=== Begin Enclosure ===
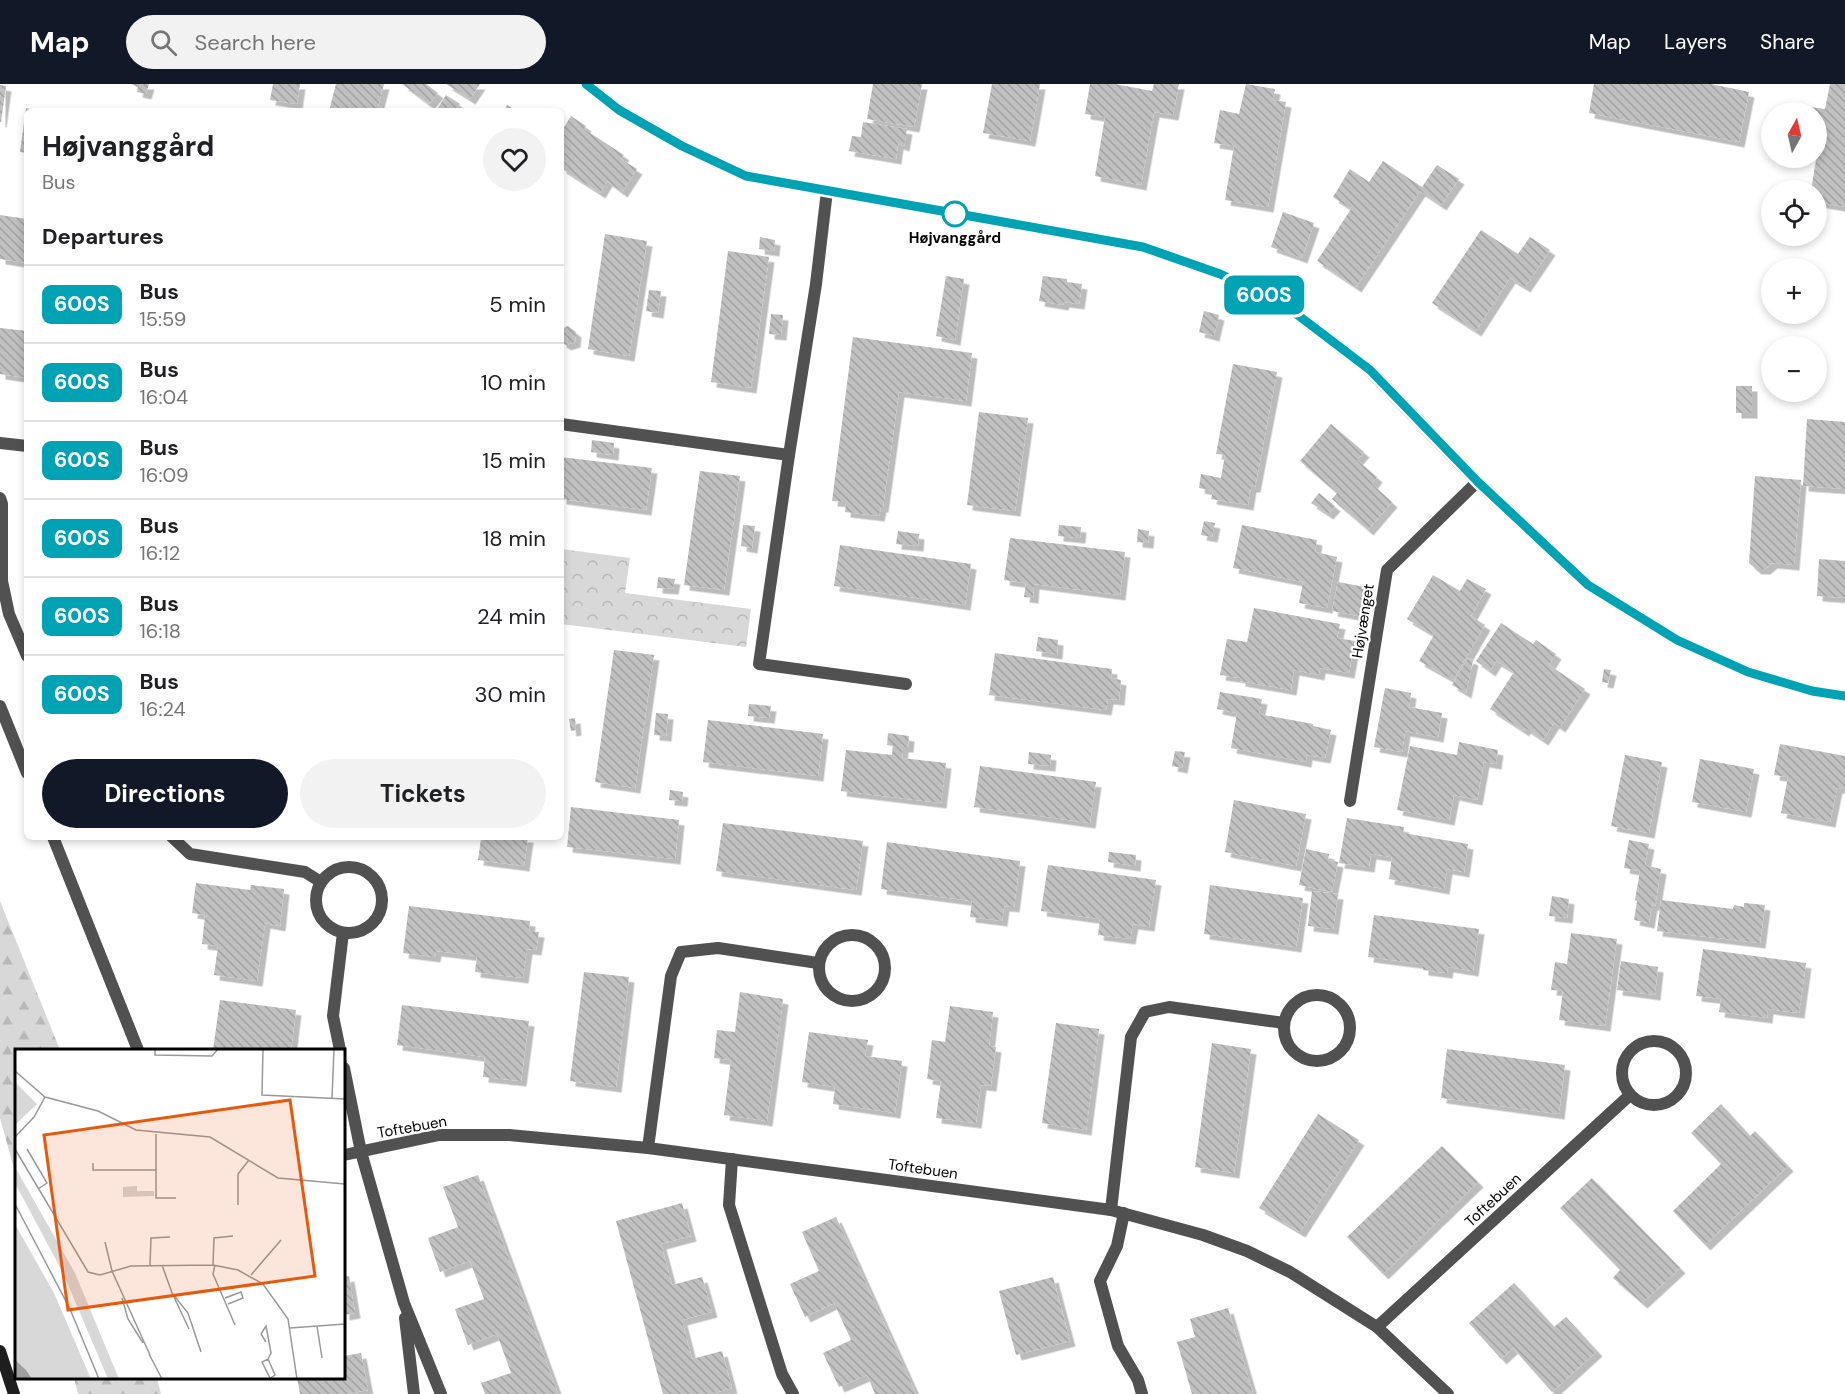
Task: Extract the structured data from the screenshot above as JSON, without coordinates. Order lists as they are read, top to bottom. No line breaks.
{"streets":{"street":["Højvænget","Toftebuen"]},"places":["Højvanggård"],"lines":["bus line 600S"],"north":"top","page":{"header":"Map","search":"Search here","nav":["Map","Layers","Share"],"on_map":"600S","map_buttons":["+","−"],"heading":[["Højvanggård","Bus"],"Departures"],"list":[{"mark":"600S","name":"Bus","note":"15:59","value":"5 min"},{"mark":"600S","name":"Bus","note":"16:04","value":"10 min"},{"mark":"600S","name":"Bus","note":"16:09","value":"15 min"},{"mark":"600S","name":"Bus","note":"16:12","value":"18 min"},{"mark":"600S","name":"Bus","note":"16:18","value":"24 min"},{"mark":"600S","name":"Bus","note":"16:24","value":"30 min"}],"buttons":["Directions","Tickets"]}}
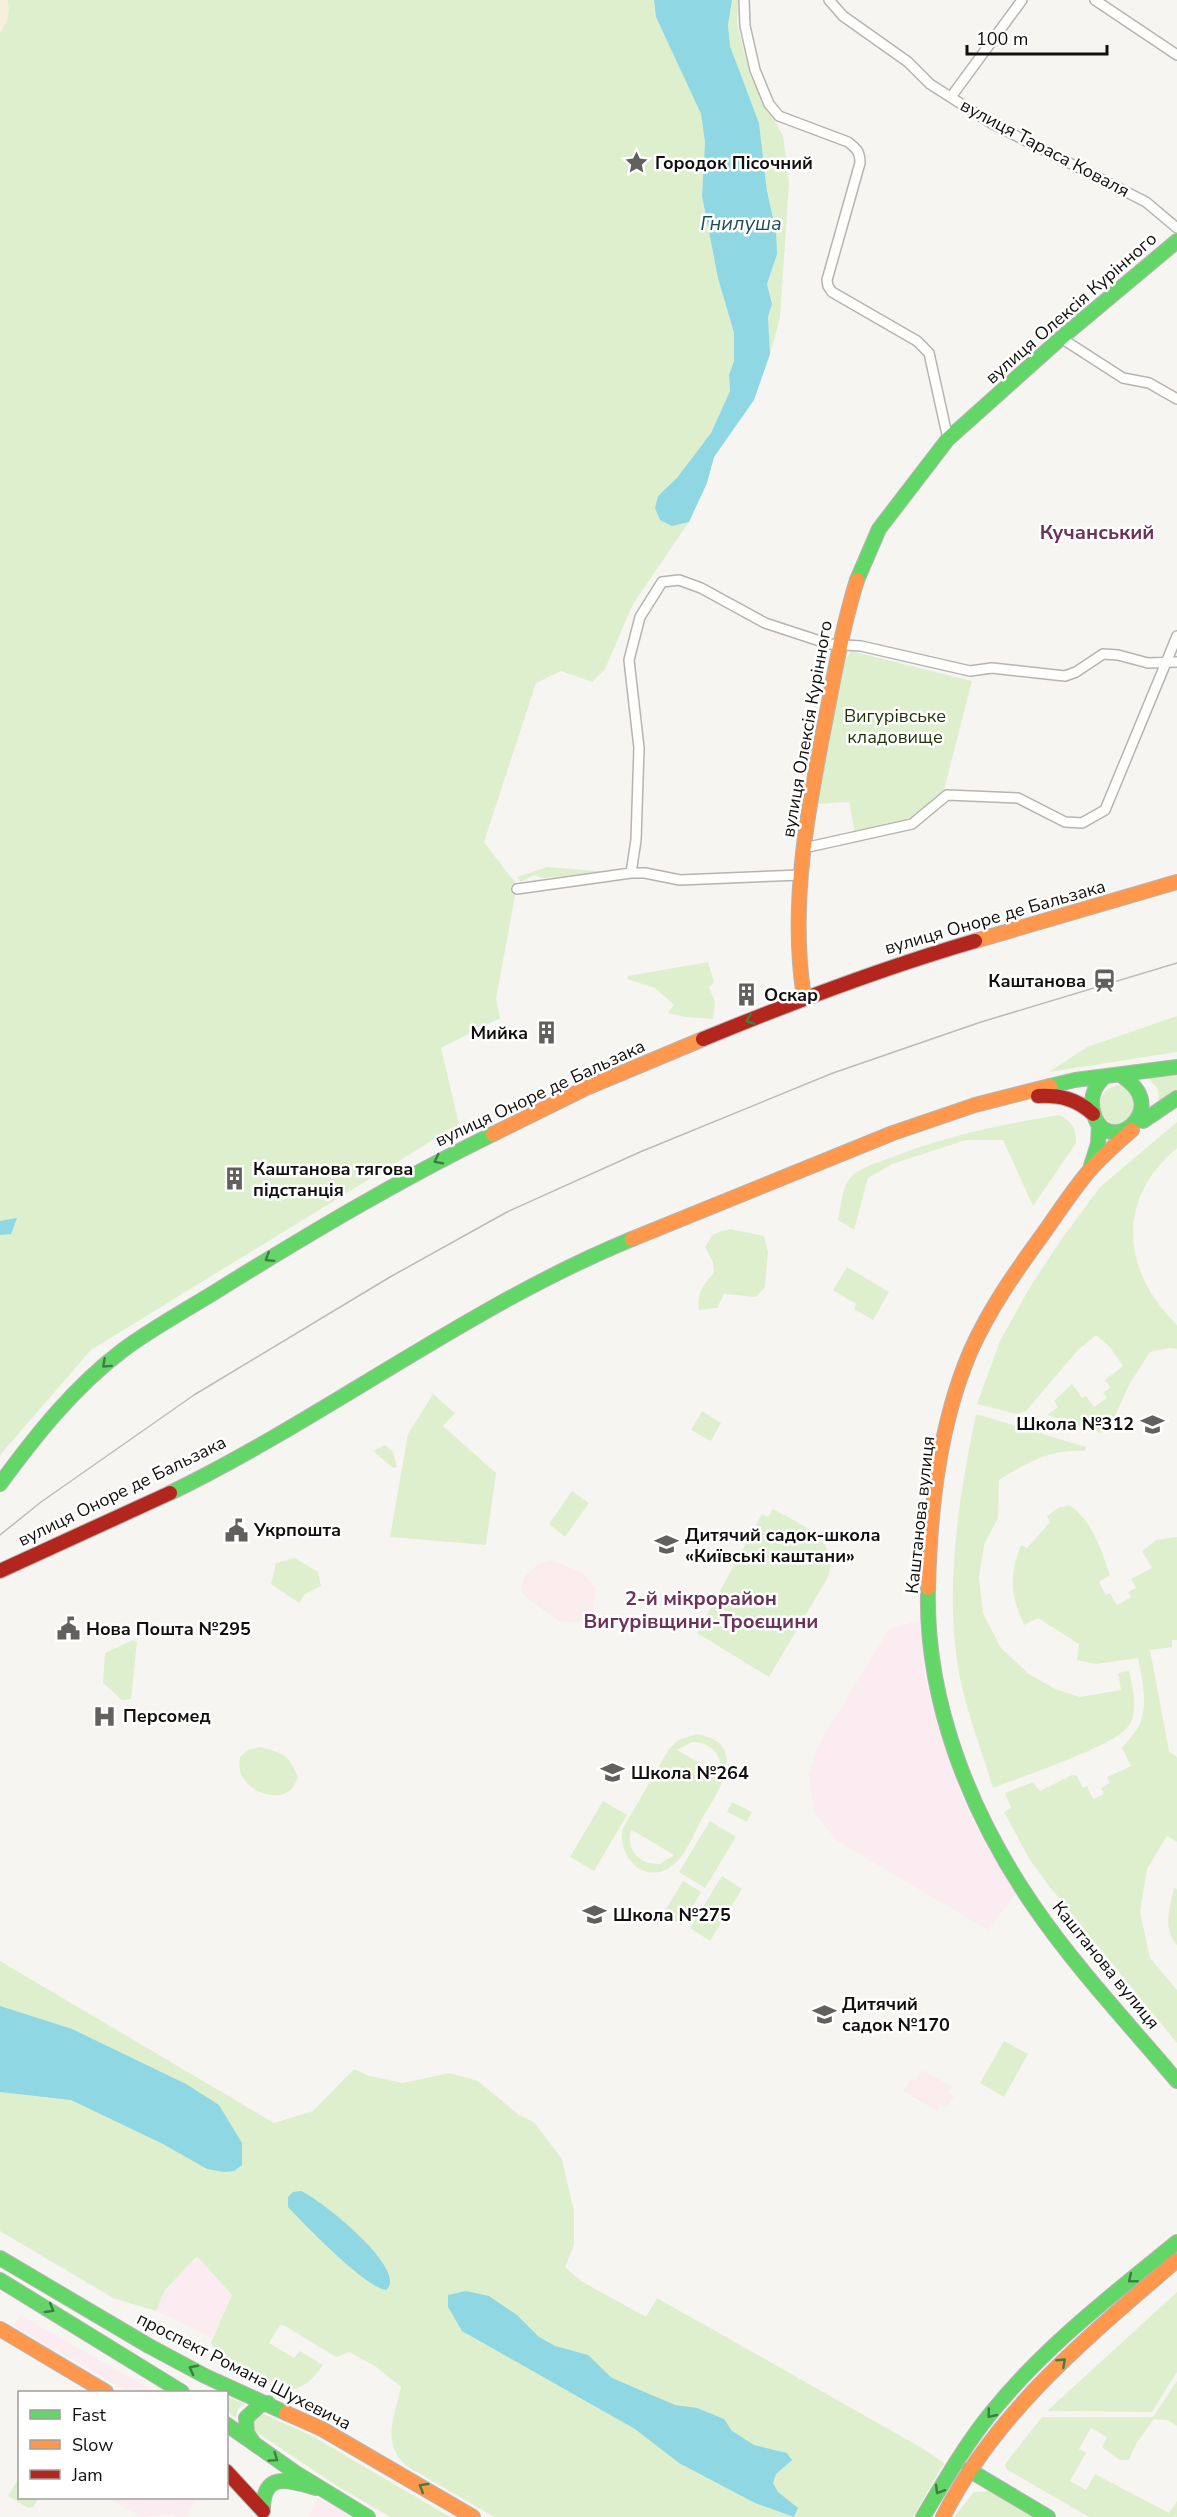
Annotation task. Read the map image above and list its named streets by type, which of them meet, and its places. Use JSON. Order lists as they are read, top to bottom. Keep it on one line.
{"streets":{"street":["вулиця Тараса Коваля","вулиця Олексія Курінного","вулиця Оноре де Бальзака","Каштанова вулиця","проспект Романа Шухевича"]},"crossings":[["вулиця Олексія Курінного","вулиця Оноре де Бальзака"],["вулиця Оноре де Бальзака","Каштанова вулиця"]],"districts":["Кучанський","2-й мікрорайон Вигурівщини-Троєщини"],"water":["Гнилуша"],"parks":["Вигурівське кладовище"],"places":{"place":["Городок Пісочний"],"station":["Каштанова"],"building":["Оскар","Мийка","Каштанова тягова пiдстанцiя"],"school or university":["Школа №312","Дитячий садок-школа «Київські каштани»","Школа №264","Школа №275","Дитячий садок №170"],"public building":["Укрпошта","Нова Пошта №295"],"hospital":["Персомед"]},"legend":["Fast","Slow","Jam"],"scale_bar":"100 m"}
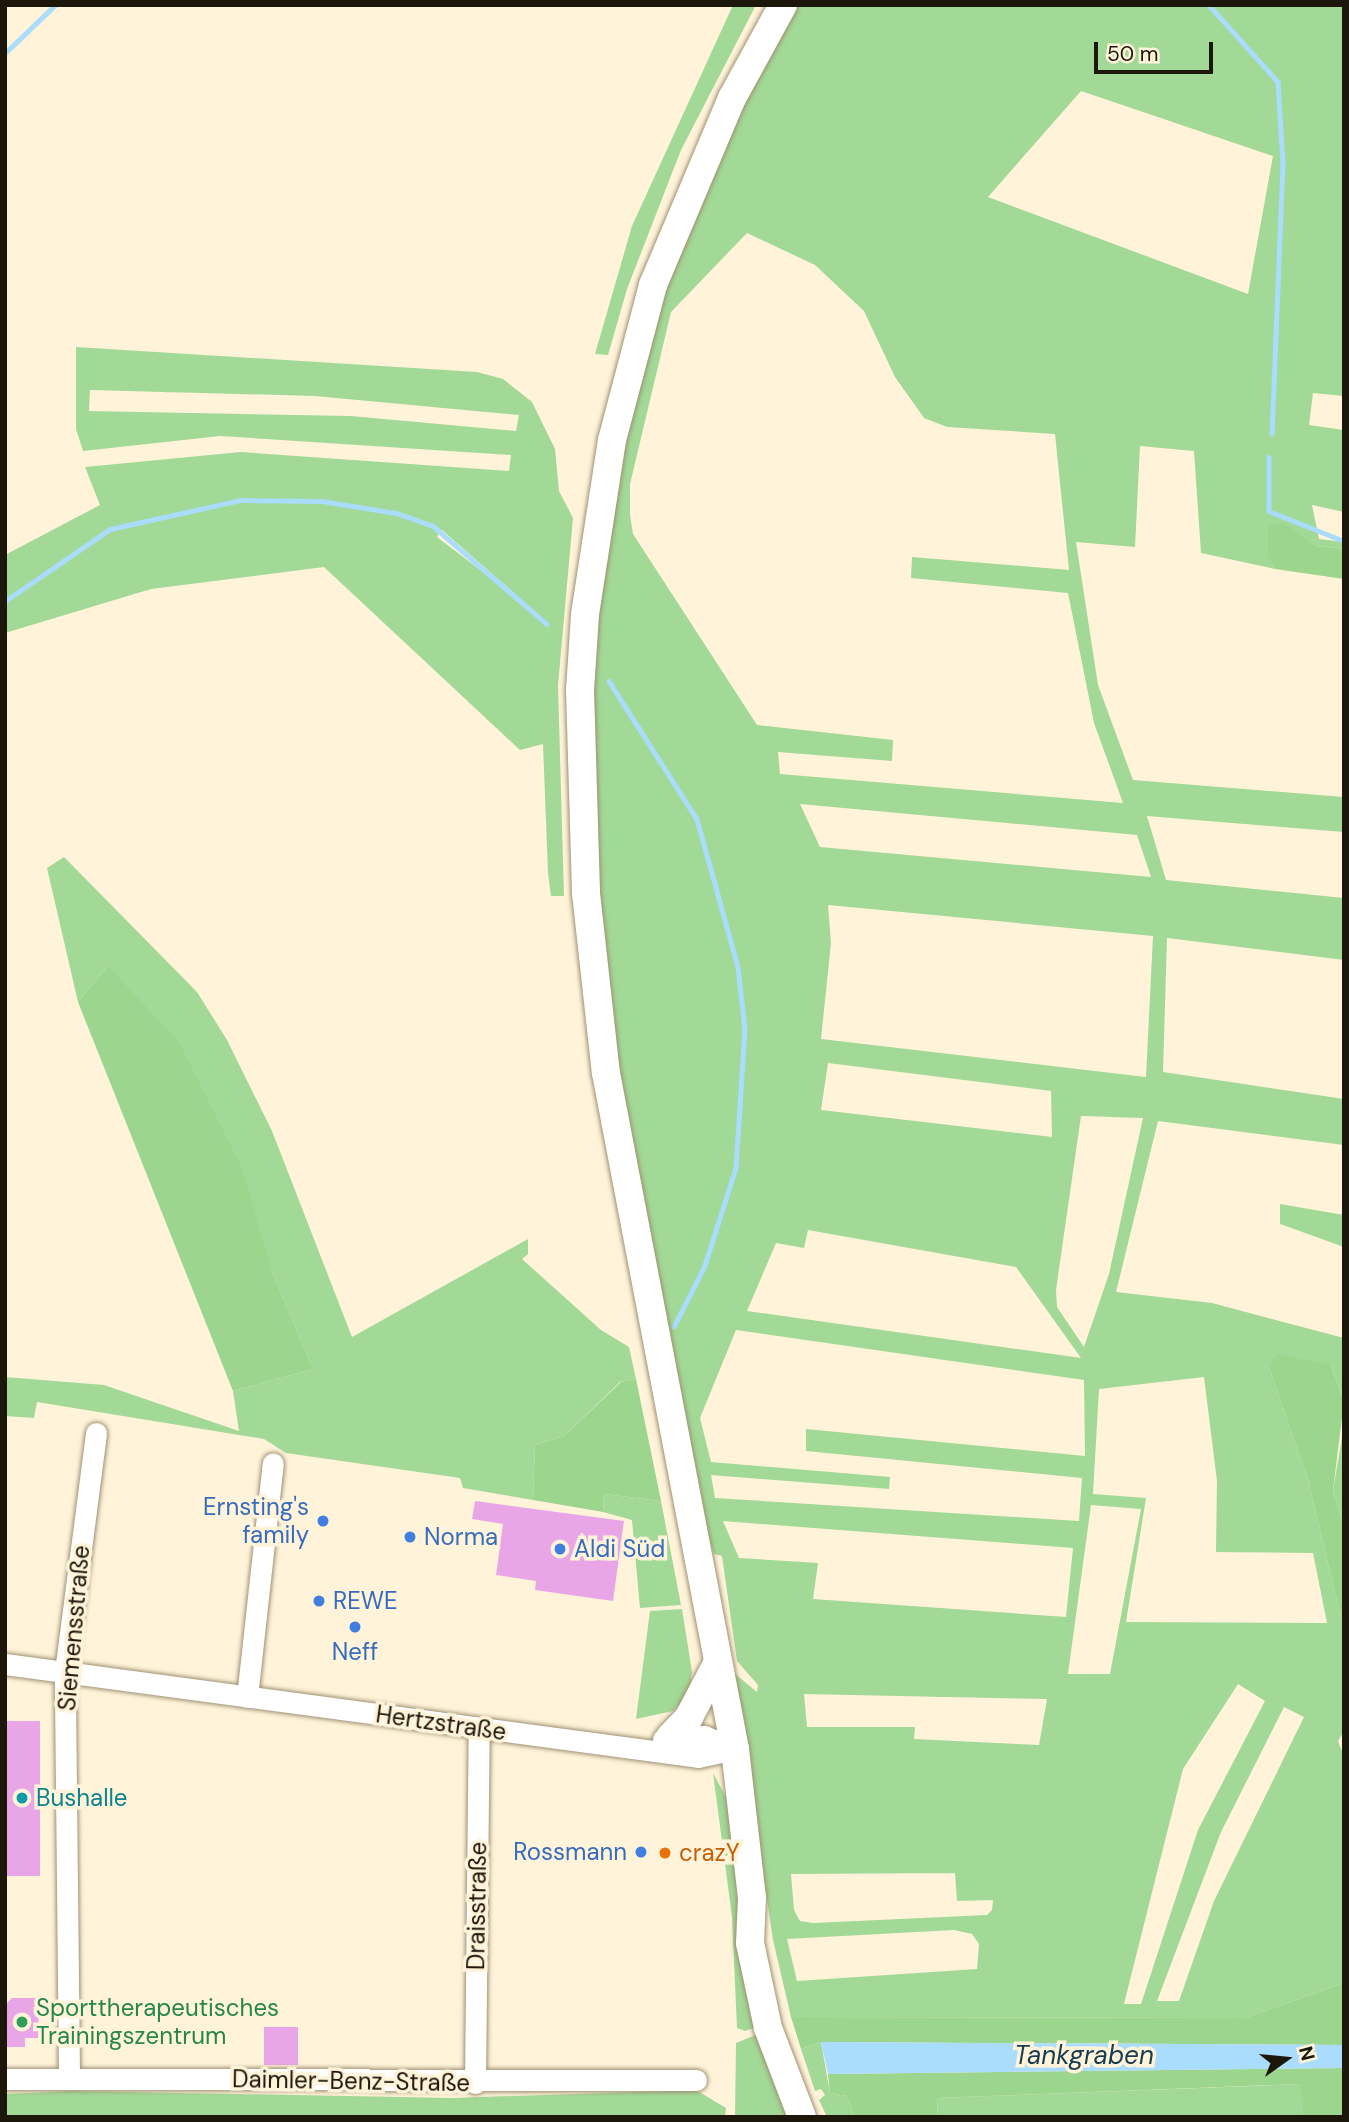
=== End Enclosure ===
▶ **WHAT YOU NEED TO DO**
Exactly and only the lines from the one holding "Annotation task. Read" through the final line of the material must be returned, both ends included, without any pictures.

▶ **PROBLEM SOLUTION**
Annotation task. Read the map image above and list its named streets by type, which of them meet, and its places. Use JSON. Order lists as they are read, top to bottom. Keep it on one line.
{"streets":{"street":["вулиця Тараса Коваля","вулиця Олексія Курінного","вулиця Оноре де Бальзака","Каштанова вулиця","проспект Романа Шухевича"]},"crossings":[["вулиця Олексія Курінного","вулиця Оноре де Бальзака"],["вулиця Оноре де Бальзака","Каштанова вулиця"]],"districts":["Кучанський","2-й мікрорайон Вигурівщини-Троєщини"],"water":["Гнилуша"],"parks":["Вигурівське кладовище"],"places":{"place":["Городок Пісочний"],"station":["Каштанова"],"building":["Оскар","Мийка","Каштанова тягова пiдстанцiя"],"school or university":["Школа №312","Дитячий садок-школа «Київські каштани»","Школа №264","Школа №275","Дитячий садок №170"],"public building":["Укрпошта","Нова Пошта №295"],"hospital":["Персомед"]},"legend":["Fast","Slow","Jam"],"scale_bar":"100 m"}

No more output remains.